I mean where are all the initial conditions gone?(0th row and 0th column)
For jth for loop, why does it iterate from jth element in the array till sum incremented by 1? It is really hard to visualize all of that. Can somebody explain this transformation step by step?
From the recurrence relation countCoinsChangeRec(arr, sum - arr[i], i) + countCoinsChangeRec(arr, sum, i - 1);, it is obvious that you need 2D array/table of size len(arr) x (sum+1) to store the results. We shall fill the table sequentially from top left of the table to bottom right and our answer is the value of bottom right cell. You need two values to fill each cell of the table table[i, sum - arr[i]] and table[i - 1, sum].
Consider filling a row -- 0th cell has value 1 and all other cells have a value of 0 at the start. To update a cell we need to lookup table[i, sum - arr[i]] which is within the same row. For table[i - 1, sum], we need to lookup the previous row. We don't need any other rows. So actually we only need 2 rows of space and we can alternatively treat one of the rows as previous row and other as current row being filled.
Now consider using 2 x (sum+1) table with just 2 rows to solve the problem. Consider row 1 is the current row being filled and row 0 is previous row which was already filled. Say arr = [2, 3, 7]. So you fill the row 1 as follows.
table[1, 0] = table[0, 0]
table[1, 1] = table[0, 1]
table[1, 2] = table[0, 2]
table[1, 3] = table[1, 0] + table[0, 3]
table[1, 4] = table[1, 1] + table[0, 4]
table[1, 5] = table[1, 2] + table[0, 5]
...
After observing above equations, another way to calculate the row 1 is copying row 0 onto unfilled row 1 and then filling row 1 as follows
Copy row 0 onto row 1
table[1, 3] += table[1, 0]
table[1, 4] += table[1, 1]
table[1, 5] += table[1, 2]
Instead of copying row 0 onto unfilled row 1, we can re-use row 0 itself. So the final space efficient avatar of the algorithm is - take a single row of size (sum+1). Assign row[0] = 1 as base condition. There is no difference in how we fill 0th row or any other row because the only lookups we make now is within the same row as shown above.
// Pseudo code
create row of size (sum+1)
row[0] = 1 // base condition
fill rest of the row with zeros
for element in arr: /* for (int i = 0; i < arr.length; i++) */
from column j where j - element >= 0 to end of row /* int j = arr[i]; j <= sum; j++ */
row[j] += row[j-element]
return last element of row
TL;DR: Note that in your 2D recurrence, when computing entries of table[i], you're only using table[i][...] and table[i - 1][...]. This should give you a hint to only store the previous and the current row, and lead you to reduce the space to a 1D array.
First, consider a much simpler recurrence to find the Nth Fibonacci number, where we reduce O(N) space to O(1) space:
For the recurrence F(n) = F(n - 1) + F(n - 2)
F[0] = 0
F[1] = 1
for(int i = 2; i <= N; i++) {
F[i] = F[i - 1] + F[i - 2]
}
return F[N]
Here, we see that we're only using the last 2 values of the recurrence, and do not need the whole array to store all values.
F0 = 0
F1 = 1
Fn = 1
for(int i = 2; i <= N; i++) {
Fn = F0 + F1
F0 = F1
F1 = Fn
}
return Fn
We now apply a similar reduction to your problem, just in one higher dimension.

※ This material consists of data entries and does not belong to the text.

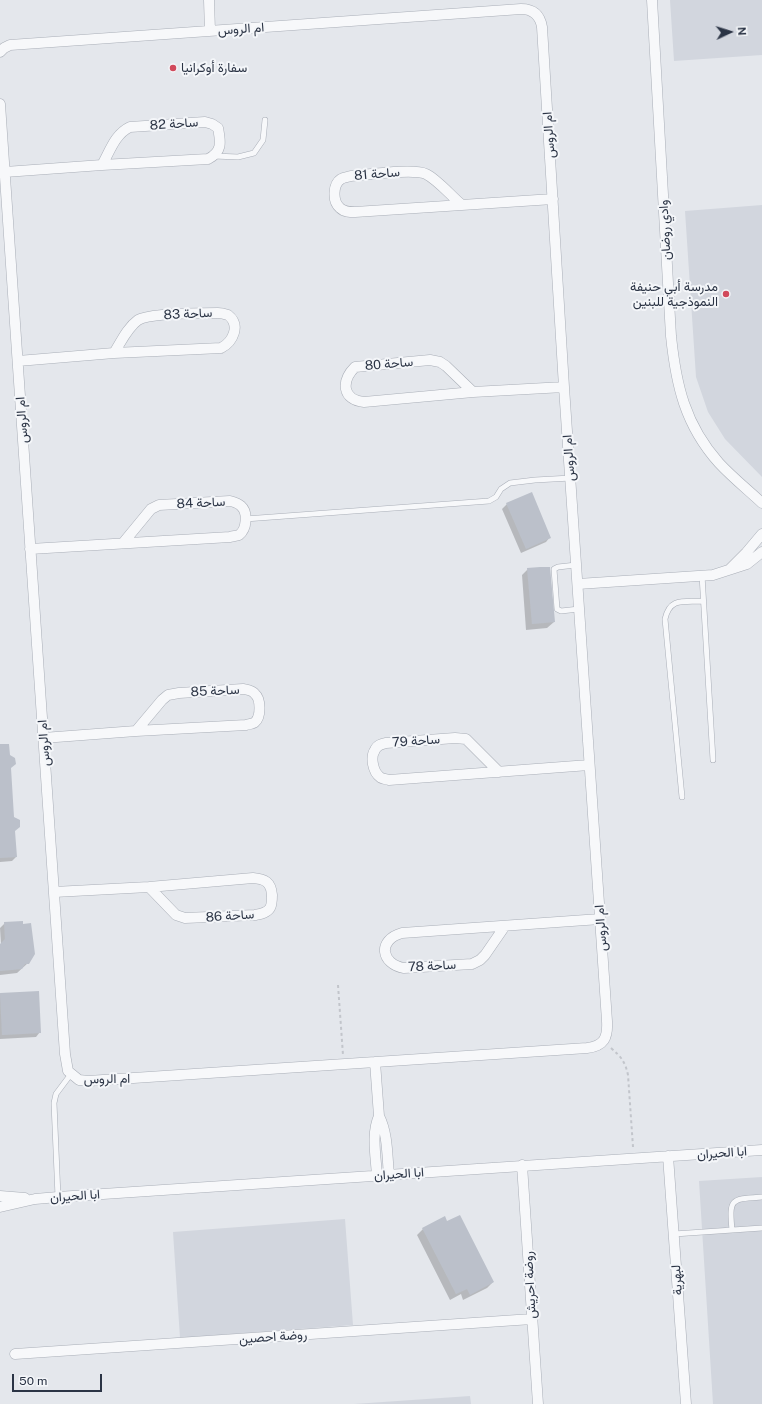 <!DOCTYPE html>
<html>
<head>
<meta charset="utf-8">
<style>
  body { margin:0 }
  #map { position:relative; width:762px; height:1404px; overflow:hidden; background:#e4e7ec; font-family:"Public Sans",sans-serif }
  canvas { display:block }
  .north { position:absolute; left:710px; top:12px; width:40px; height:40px; -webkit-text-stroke:3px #f4f6f9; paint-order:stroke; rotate:86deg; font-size:11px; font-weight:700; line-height:16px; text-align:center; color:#2b3445 }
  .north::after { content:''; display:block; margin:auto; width:14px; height:18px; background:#2b3445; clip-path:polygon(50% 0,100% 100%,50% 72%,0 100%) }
  .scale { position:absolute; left:12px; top:1374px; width:90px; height:18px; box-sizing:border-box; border:2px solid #2b3445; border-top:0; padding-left:5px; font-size:12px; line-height:14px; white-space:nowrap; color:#2b3445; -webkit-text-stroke:3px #f4f6f9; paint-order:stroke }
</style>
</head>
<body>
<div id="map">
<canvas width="762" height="1404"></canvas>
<div class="north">N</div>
<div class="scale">50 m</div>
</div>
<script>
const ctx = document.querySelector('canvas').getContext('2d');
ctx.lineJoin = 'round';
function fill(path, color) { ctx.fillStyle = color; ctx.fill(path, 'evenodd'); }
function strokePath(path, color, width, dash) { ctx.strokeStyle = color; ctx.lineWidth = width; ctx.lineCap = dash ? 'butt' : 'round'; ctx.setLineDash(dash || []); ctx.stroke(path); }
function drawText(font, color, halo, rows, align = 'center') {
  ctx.font = font + ' "Public Sans",Vazirmatn,sans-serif'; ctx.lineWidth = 4; ctx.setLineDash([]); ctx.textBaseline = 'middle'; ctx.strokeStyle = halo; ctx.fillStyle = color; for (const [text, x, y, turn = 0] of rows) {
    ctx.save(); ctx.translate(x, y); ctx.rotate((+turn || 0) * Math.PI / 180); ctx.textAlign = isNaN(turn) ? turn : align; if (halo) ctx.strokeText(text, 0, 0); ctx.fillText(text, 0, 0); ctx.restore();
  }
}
fill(new Path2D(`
  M670,0H762V55L674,61Z
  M762,205V477L725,439L708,412L696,377L685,211Z
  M762,1177V1404H713L699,1181Z
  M345,1219L353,1325L180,1338L173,1232Z
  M470,1396L471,1404H354Z`), '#d2d6de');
fill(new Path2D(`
  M507,504L550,537L546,542L521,553L502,509Z
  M528,569L554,622L547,628L526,630L522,575Z
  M0,745L10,769L16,857L12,861L0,862Z
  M5,923L28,963L17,973L0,975V945L1,944L0,928Z
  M38,992L40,1032L36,1037L0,1039V994Z
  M423,1229L493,1282L487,1288L463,1300L461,1294L450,1300L417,1235Z`), '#0003');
fill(new Path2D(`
  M532,492L551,538L526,549L506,503Z
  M540,567H550L555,622L532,624L527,568Z
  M0,744H9L10,755L15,758L16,764L11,768L14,817L20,820V827L15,831L17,857L0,858Z
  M23,921V924L31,923L35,954L29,964H25L22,969L0,971V944L5,939L4,922Z
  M39,991L41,1033L2,1035L0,993Z
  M460,1215L494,1282L470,1295L467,1289L456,1294L422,1228L445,1216L447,1221Z`), '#bbc0ca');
const service = new Path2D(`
  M214,156L238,157L254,153L263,140L265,120
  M245,519L489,501L496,497L501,489L510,483L535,480L571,478
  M576,565L558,567L554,569L557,609L561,611L579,609
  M702,575L713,760
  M682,797L665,619C670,597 684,602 703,601
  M58,1197L54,1103L56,1094L71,1074
  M732,1230C729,1198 731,1199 762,1197
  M674,1234L762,1228`);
const minor = new Path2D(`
  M209,0L210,31
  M652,0L671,336C676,385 685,425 719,463C732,477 748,490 762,503
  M0,52L4,48L10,45L521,9C533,9 540,15 542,27L564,387L607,1021C608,1038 604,1046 587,1048L88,1081L79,1080L68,1071L65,1054L0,104
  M5,172L102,165L208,159C222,152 221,143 218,128L212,124L205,122L130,127C115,134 110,151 102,165
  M462,205C451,196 438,180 426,174C413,168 367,175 351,176C348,177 344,177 341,179C333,184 332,201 340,208C344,212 350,212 355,212L553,199
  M18,361L114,353L221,348C233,342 241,325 228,315C225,314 221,313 218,313C202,313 149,313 138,320C127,328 121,342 114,353
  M473,392L446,366L440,362L430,360L355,367C341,381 342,400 364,402L473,392L564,387
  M30,549L230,537C233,536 237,536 239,535C247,529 248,512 241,506C238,503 234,502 230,501L159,505L151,509L123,543
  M730,569L746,553L762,534
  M578,584L713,575L747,564L762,552
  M43,738L136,731L246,725C249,724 253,724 255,722C261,717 261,699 255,694C252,690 248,690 243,689L179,693L168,695L162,700L136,731
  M499,772L466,739L455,738L386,743C381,744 377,745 375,750C370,757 373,772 380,777C382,779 386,779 389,780L589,765
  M54,892L149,887L253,878C265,879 271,882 272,895C272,898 272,905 270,908C267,913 260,914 255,915L185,918L176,915L149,887
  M505,926L485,955L480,960L472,964L404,968C381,964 377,940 402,933L600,919
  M375,1062L379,1116C388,1134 387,1155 389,1175
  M668,1156L686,1404
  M522,1165L538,1404
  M377,1176C376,1157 371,1134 379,1116
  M0,1196L25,1198
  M0,1207L35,1199L58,1197L762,1150
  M15,1354L532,1319`);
strokePath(service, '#a9aeb7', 6);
strokePath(minor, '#a9aeb7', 11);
strokePath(new Path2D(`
  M338,985L343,1055
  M611,1048C621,1057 625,1061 628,1075L633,1147`), '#c2c5cb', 2, [3, 3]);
strokePath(service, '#f7f8fa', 5);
strokePath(minor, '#f7f8fa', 10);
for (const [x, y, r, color] of [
  [173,68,4,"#d1495b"],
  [726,294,4,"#d1495b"]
]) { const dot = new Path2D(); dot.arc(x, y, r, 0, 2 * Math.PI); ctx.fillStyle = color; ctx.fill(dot); strokePath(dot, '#f4f6f9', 1.5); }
drawText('13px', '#2b3445', '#f4f6f9', [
  ["ام الروس",241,29,-4],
  ["ساحة 82",174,124,-4],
  ["ام الروس",549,135,-94],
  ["ساحة 81",377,174,-5],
  ["وادي روضان",665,230,-93],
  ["ساحة 83",188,314,-3],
  ["ساحة 80",389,364,-5],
  ["ام الروس",22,420,-94],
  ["ام الروس",569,458,-94],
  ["ساحة 84",201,503,-3],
  ["ساحة 85",215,691,-3],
  ["ساحة 79",416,741,-4],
  ["ام الروس",44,743,-94],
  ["ساحة 86",230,916,-4],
  ["ام الروس",601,928,-94],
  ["ساحة 78",432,966,-3],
  ["ام الروس",107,1079,-1],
  ["ابا الحيران",722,1153,-4],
  ["ابا الحيران",399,1174,-4],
  ["ابا الحيران",75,1196,-4],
  ["لبهرية",677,1280,-94],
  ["روضة احريش",530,1285,-93],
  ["روضة احصين",273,1337,-4]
]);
drawText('13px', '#2b3445', '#f4f6f9', [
  ["سفارة أوكرانيا",181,68],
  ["مدرسة أبي حنيفة",718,287,"right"],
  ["النموذجية للبنين",718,302,"right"]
], 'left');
</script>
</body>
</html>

Taking your 2D version, we modify it to only store 2 rows table[i - 1] (as tablePrev) and table[i] (as tableI) and keep them updated.
tablePrev = // Initialised to the 0th row
// All I did was replace table[i - 1][...] with tablePrev[...],
// and table[i][...] with tableI[...]
for (int i = 1; i < arr.length; i++) {
tableI = tablePrev
for (int j = 1; j <= sum; j++) {
int sumWithI = j - arr[i-1] < 0 ? 0 : tableI[j - arr[i-1]];
int sumWithoutI = tablePrev[j];
tableI[j] = sumWithI + sumWithoutI;
}
tablePrev = tableI
}
That's it. We've reduced the space to a 1-D array - but we're using two arrays. For this particular problem, it is now easy to see that (due to the nature of updates on tableI) you don't even need tablePrev, and can simply re-use tableI, arriving at the final 1D solution you provide in the question.
The solution with a 1 dimensional array is just reusing space that you keep in a separate row. This is possible, because those "older" rows are not used again.
Take for example this statement in your code:
int sumWithoutI = table[i - 1][j];
You can verify that this is the last time you will ever read that value. The next time you read a value from the table, it will either have a greater value for i, or -- if it is the same -- a greater value for j. So there is room for "collapsing" all rows together, and overwriting an array value with a new value that really belongs to the next i value (row).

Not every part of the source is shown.